Stored data entries:
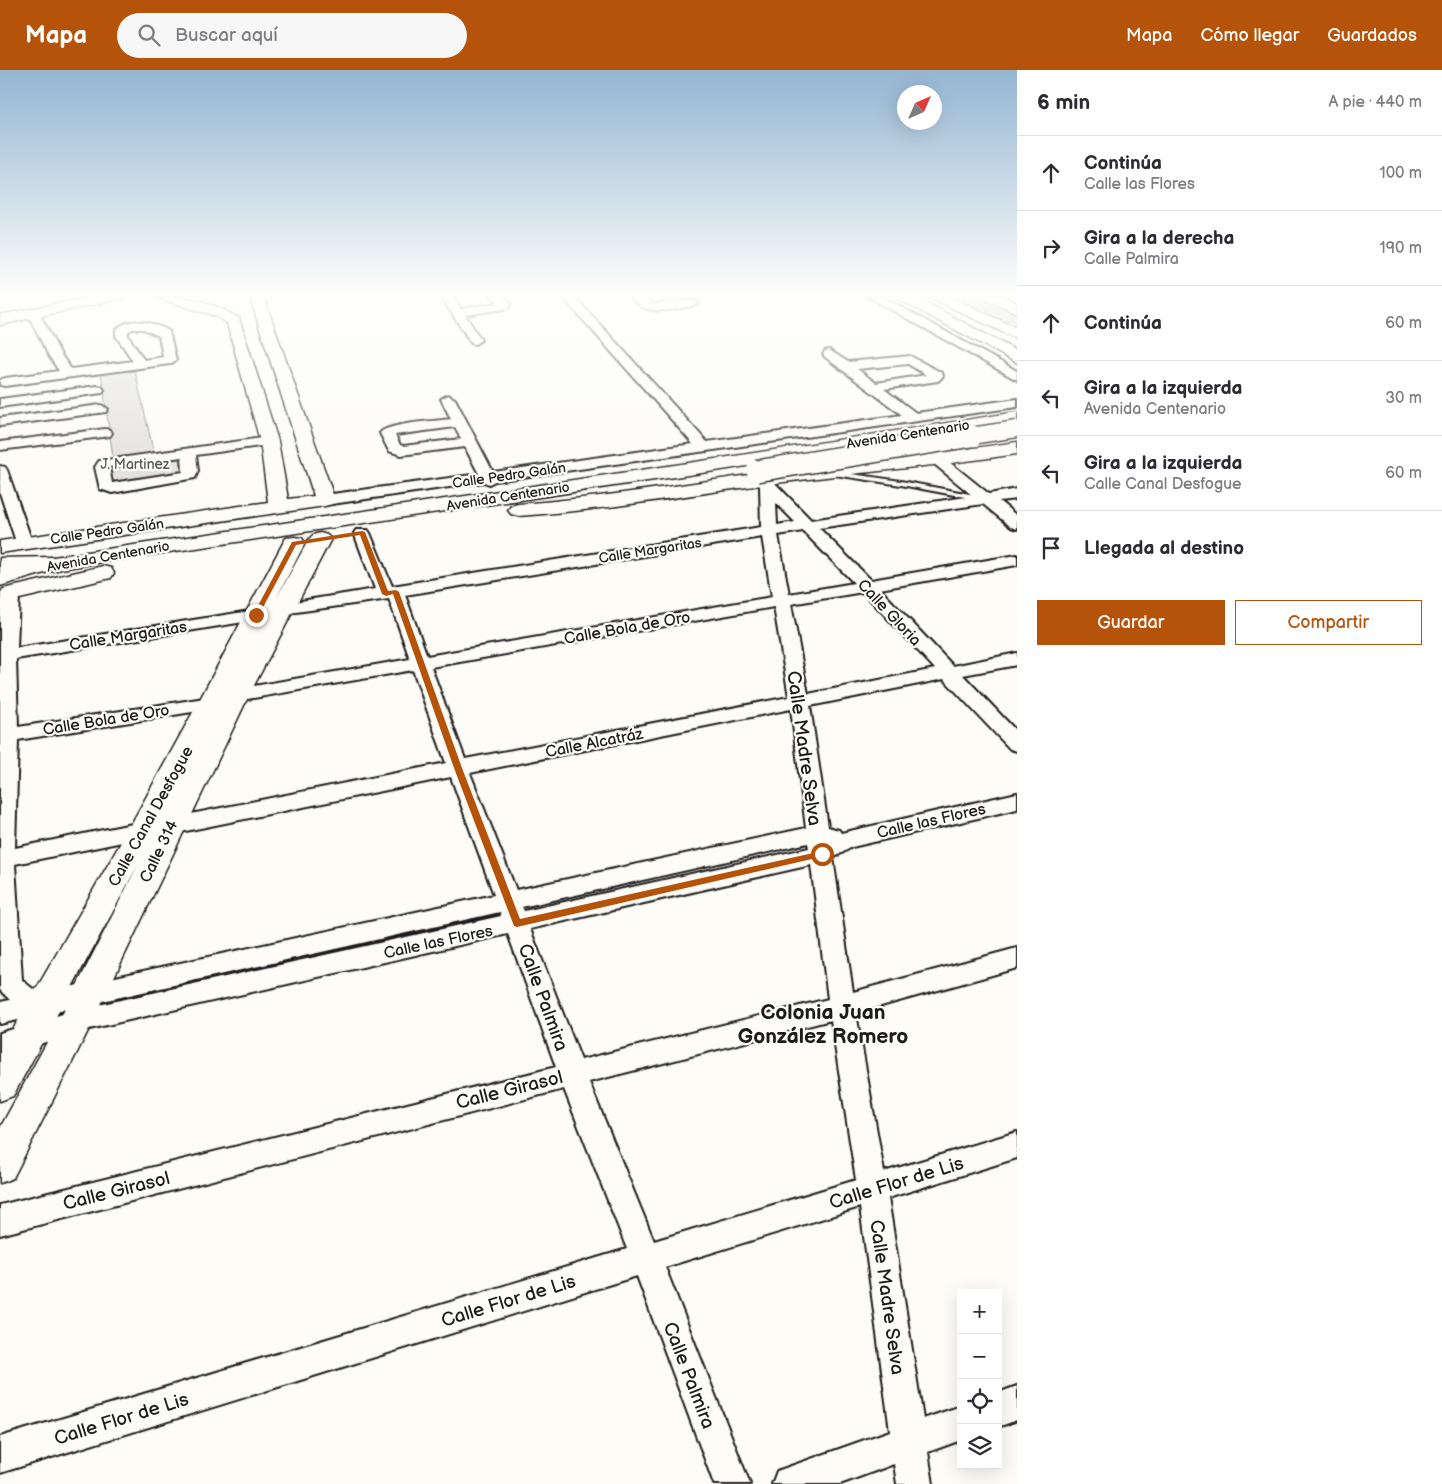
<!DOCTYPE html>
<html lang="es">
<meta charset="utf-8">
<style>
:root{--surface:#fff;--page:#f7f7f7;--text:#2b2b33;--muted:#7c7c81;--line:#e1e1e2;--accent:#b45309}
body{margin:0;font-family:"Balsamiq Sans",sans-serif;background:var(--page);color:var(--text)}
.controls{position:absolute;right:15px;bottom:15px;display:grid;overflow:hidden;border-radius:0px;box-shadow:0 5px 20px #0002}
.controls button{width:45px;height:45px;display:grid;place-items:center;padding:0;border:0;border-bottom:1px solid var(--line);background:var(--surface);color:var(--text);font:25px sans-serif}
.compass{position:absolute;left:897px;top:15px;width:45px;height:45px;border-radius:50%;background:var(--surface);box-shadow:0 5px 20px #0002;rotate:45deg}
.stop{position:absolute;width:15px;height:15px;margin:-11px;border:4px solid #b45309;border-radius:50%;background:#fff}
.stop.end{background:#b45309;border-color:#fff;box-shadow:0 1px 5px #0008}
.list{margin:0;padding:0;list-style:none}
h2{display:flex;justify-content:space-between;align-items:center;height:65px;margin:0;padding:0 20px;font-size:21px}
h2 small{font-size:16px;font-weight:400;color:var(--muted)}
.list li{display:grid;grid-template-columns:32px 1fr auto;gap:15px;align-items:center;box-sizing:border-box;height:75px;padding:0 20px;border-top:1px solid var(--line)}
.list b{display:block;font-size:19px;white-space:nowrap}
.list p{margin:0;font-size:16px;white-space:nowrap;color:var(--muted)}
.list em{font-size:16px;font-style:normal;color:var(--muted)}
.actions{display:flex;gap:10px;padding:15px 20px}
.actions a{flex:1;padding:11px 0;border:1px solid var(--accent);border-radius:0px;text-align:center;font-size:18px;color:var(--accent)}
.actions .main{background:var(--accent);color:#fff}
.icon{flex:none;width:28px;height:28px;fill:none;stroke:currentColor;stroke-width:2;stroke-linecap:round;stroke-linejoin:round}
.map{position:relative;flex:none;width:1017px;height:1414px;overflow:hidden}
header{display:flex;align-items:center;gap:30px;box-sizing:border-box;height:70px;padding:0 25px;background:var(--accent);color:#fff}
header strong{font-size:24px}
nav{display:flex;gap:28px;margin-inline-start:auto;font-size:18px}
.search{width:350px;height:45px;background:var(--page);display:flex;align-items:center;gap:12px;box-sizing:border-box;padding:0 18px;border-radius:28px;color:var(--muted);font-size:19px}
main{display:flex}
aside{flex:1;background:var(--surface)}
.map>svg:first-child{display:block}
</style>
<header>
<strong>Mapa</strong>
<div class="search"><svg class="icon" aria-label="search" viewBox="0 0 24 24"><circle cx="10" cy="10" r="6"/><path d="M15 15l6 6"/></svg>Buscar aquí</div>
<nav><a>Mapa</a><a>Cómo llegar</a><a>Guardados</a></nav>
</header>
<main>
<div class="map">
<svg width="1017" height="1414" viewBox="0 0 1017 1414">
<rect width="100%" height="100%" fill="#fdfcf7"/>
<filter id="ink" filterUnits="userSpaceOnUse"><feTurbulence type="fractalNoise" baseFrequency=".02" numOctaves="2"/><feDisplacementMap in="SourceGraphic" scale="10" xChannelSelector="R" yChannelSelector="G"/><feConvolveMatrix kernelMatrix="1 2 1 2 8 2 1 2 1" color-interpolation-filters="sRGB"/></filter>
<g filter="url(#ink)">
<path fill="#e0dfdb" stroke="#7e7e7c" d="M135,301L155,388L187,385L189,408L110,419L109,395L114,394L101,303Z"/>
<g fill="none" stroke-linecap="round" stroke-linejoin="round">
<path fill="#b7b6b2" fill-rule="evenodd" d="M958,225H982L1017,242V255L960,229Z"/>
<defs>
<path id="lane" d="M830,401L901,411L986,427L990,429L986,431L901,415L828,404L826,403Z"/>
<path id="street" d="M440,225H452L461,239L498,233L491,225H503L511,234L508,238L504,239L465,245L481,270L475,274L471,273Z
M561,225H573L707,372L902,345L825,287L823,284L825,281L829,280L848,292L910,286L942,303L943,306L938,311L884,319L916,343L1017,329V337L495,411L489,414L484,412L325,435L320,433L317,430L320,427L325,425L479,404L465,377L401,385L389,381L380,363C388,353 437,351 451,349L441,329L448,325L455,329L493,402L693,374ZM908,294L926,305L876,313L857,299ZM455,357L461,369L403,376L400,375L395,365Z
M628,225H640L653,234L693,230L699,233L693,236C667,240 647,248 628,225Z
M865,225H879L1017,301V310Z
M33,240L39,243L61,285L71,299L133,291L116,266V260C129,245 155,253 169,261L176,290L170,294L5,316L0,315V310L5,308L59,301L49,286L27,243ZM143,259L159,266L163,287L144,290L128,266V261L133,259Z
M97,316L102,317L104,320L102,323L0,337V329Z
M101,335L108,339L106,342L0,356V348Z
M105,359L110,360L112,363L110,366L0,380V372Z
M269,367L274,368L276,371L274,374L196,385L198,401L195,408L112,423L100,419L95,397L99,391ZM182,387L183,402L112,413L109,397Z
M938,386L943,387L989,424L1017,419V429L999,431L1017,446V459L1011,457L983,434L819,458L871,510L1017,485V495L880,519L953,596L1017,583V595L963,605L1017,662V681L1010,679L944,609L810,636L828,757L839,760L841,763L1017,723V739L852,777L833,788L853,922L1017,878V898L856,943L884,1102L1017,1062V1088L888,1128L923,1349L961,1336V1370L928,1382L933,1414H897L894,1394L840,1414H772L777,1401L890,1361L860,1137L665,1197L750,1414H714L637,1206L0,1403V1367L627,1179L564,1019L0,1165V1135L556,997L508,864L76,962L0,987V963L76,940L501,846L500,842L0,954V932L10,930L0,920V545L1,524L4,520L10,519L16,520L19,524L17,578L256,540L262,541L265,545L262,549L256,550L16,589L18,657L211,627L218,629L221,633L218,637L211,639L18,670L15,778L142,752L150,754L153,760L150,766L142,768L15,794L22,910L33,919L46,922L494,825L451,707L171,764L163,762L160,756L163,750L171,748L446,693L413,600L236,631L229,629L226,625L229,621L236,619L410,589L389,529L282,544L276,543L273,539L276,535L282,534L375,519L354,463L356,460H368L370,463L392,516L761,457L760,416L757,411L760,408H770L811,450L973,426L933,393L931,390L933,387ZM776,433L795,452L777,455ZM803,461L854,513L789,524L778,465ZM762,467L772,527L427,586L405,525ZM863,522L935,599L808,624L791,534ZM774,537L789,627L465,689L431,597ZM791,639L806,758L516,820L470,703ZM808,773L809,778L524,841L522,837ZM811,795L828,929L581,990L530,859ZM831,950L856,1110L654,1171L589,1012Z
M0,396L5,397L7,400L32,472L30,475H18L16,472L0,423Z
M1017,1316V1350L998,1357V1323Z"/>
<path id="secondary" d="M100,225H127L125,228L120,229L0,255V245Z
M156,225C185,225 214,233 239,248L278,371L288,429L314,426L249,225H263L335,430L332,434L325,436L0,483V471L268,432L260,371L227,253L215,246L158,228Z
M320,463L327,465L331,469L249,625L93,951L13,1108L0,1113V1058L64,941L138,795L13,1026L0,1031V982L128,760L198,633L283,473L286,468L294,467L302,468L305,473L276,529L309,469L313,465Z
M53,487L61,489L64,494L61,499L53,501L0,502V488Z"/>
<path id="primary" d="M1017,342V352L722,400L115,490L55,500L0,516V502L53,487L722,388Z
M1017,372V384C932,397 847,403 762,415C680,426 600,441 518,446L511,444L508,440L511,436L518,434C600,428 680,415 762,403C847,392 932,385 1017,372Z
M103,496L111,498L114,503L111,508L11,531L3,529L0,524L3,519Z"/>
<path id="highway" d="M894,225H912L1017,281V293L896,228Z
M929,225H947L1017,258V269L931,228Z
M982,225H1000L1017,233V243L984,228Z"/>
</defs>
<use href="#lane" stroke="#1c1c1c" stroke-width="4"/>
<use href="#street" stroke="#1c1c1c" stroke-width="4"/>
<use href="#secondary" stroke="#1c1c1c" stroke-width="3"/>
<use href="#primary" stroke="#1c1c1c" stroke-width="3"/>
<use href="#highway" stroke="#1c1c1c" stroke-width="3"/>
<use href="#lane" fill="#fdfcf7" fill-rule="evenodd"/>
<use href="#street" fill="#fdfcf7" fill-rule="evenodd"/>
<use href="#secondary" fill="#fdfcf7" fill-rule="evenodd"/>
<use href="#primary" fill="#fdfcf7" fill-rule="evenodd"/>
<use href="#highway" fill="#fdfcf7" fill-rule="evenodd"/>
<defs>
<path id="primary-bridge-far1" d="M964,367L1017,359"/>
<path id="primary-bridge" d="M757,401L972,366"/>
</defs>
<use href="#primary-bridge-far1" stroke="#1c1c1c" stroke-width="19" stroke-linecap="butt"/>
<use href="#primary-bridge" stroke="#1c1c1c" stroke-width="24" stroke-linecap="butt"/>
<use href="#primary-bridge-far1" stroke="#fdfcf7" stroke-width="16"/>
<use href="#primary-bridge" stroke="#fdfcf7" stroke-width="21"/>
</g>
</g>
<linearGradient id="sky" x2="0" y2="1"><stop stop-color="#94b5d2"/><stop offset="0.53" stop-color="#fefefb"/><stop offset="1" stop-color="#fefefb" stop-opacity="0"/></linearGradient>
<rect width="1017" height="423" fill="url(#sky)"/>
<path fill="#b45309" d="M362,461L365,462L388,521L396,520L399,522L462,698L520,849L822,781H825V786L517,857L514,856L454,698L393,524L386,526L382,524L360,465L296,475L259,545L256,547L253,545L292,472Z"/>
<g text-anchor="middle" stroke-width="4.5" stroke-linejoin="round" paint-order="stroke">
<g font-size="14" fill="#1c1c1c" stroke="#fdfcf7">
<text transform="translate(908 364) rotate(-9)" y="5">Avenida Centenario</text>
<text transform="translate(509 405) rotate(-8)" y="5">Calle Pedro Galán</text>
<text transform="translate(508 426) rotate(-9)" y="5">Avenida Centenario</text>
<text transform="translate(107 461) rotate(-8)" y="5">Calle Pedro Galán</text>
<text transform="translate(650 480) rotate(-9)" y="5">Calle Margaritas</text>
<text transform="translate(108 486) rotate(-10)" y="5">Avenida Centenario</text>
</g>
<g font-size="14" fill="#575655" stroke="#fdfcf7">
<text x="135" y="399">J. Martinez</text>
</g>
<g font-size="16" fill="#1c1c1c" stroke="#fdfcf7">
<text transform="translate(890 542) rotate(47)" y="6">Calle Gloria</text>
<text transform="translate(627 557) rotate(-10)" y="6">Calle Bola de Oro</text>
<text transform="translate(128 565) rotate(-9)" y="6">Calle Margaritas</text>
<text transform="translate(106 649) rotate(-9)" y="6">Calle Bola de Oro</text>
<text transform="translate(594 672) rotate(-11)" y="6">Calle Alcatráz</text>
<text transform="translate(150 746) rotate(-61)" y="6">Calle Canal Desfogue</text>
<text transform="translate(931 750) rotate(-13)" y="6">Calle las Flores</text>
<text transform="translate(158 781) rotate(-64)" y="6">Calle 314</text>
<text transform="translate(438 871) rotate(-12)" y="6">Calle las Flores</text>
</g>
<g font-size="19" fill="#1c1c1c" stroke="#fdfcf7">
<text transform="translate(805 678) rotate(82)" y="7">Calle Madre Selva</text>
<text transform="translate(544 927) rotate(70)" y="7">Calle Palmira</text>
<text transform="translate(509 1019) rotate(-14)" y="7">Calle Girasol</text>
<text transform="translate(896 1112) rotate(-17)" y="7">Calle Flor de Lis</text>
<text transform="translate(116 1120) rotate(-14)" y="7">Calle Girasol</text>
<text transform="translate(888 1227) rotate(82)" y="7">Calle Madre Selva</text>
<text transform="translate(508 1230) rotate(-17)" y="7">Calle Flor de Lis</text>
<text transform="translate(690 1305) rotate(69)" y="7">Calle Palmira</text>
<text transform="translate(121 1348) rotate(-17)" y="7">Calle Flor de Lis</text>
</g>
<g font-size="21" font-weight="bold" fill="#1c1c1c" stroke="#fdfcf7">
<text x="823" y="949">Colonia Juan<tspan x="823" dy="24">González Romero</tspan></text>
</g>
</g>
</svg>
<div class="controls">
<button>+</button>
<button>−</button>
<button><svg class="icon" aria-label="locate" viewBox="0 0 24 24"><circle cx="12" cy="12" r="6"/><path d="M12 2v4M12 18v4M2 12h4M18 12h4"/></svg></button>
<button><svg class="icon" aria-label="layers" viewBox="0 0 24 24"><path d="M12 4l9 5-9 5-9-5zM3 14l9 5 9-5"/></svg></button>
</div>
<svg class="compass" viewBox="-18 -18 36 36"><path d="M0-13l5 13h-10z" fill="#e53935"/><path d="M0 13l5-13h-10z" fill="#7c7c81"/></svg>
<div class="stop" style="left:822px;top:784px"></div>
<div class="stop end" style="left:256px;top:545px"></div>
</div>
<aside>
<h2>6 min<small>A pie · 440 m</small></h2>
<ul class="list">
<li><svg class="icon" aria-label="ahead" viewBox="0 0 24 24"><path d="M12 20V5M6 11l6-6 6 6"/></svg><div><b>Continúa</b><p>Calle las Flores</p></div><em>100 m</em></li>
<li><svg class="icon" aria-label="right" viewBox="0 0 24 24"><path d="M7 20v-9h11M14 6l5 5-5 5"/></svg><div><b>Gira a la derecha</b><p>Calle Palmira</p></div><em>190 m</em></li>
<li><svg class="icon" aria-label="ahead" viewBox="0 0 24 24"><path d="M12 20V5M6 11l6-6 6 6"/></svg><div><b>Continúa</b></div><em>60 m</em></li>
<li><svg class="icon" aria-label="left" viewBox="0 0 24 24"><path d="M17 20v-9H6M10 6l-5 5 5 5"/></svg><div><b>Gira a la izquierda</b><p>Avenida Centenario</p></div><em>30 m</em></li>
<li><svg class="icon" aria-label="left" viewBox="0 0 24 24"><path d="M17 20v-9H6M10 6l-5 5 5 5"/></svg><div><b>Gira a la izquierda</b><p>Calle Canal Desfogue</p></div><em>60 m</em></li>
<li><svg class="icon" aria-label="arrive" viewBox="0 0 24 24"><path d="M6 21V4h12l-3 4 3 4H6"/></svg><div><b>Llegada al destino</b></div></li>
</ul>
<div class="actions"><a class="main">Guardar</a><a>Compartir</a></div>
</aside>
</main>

WHAT IS EXPECTED: Which lines in the entries above contain "flex"? Pull each of them out.

PROBLEM SOLUTION:
h2{display:flex;justify-content:space-between;align-items:center;height:65px;margin:0;padding:0 20px;font-size:21px}
.actions{display:flex;gap:10px;padding:15px 20px}
.actions a{flex:1;padding:11px 0;border:1px solid var(--accent);border-radius:0px;text-align:center;font-size:18px;color:var(--accent)}
.icon{flex:none;width:28px;height:28px;fill:none;stroke:currentColor;stroke-width:2;stroke-linecap:round;stroke-linejoin:round}
.map{position:relative;flex:none;width:1017px;height:1414px;overflow:hidden}
header{display:flex;align-items:center;gap:30px;box-sizing:border-box;height:70px;padding:0 25px;background:var(--accent);color:#fff}
nav{display:flex;gap:28px;margin-inline-start:auto;font-size:18px}
.search{width:350px;height:45px;background:var(--page);display:flex;align-items:center;gap:12px;box-sizing:border-box;padding:0 18px;border-radius:28px;color:var(--muted);font-size:19px}
main{display:flex}
aside{flex:1;background:var(--surface)}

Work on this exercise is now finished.